▸ Exercise brief: Using the entries that follow, collect the lines where the word "button" appears.

▸ Data for the task:
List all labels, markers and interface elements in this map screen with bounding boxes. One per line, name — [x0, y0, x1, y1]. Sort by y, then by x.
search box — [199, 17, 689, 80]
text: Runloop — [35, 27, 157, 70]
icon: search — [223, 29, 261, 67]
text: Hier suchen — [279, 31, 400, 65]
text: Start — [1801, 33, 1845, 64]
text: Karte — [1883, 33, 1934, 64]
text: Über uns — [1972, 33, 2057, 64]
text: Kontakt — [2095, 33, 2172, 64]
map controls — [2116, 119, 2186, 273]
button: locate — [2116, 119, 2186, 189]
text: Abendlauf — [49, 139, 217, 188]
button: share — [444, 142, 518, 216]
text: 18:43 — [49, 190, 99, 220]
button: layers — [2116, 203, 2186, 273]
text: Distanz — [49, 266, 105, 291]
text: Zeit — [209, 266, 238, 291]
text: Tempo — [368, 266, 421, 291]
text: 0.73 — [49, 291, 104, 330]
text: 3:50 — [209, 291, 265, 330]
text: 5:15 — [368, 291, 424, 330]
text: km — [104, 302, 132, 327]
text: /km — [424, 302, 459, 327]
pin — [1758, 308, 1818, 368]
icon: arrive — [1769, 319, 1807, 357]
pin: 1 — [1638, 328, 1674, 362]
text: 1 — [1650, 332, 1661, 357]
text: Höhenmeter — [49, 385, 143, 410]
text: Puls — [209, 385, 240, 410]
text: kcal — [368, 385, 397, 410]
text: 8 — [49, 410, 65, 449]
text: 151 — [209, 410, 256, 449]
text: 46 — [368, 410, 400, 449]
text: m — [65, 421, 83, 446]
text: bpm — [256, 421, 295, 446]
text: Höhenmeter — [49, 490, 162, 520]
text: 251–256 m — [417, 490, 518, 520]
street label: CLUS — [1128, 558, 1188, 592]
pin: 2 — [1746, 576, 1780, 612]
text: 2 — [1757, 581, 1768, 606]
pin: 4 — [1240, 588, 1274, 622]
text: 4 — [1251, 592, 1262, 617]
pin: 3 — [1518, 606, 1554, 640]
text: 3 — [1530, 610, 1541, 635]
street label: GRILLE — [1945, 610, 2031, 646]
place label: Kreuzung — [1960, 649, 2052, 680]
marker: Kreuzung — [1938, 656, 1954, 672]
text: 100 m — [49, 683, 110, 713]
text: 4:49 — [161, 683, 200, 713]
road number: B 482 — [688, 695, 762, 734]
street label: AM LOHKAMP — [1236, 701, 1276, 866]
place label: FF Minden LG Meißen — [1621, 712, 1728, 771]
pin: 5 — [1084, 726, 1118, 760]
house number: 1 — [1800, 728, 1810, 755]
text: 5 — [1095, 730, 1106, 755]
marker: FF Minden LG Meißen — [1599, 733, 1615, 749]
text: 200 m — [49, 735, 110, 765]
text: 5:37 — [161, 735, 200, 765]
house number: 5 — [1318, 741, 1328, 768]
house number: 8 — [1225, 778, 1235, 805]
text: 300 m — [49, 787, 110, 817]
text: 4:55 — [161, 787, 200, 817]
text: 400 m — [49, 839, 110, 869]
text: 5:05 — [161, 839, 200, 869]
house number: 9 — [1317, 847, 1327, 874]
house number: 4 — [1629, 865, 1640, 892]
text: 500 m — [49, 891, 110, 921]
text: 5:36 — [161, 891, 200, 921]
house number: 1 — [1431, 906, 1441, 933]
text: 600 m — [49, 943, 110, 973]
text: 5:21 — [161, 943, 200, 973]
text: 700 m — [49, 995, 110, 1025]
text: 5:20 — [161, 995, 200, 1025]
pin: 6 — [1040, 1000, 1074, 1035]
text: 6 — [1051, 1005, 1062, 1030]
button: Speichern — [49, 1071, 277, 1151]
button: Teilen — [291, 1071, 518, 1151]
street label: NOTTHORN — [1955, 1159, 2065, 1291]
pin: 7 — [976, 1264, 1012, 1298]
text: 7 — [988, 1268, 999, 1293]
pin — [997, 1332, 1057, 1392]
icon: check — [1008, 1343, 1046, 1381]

▸ Reply to the task:
button: locate — [2116, 119, 2186, 189]
button: share — [444, 142, 518, 216]
button: layers — [2116, 203, 2186, 273]
button: Speichern — [49, 1071, 277, 1151]
button: Teilen — [291, 1071, 518, 1151]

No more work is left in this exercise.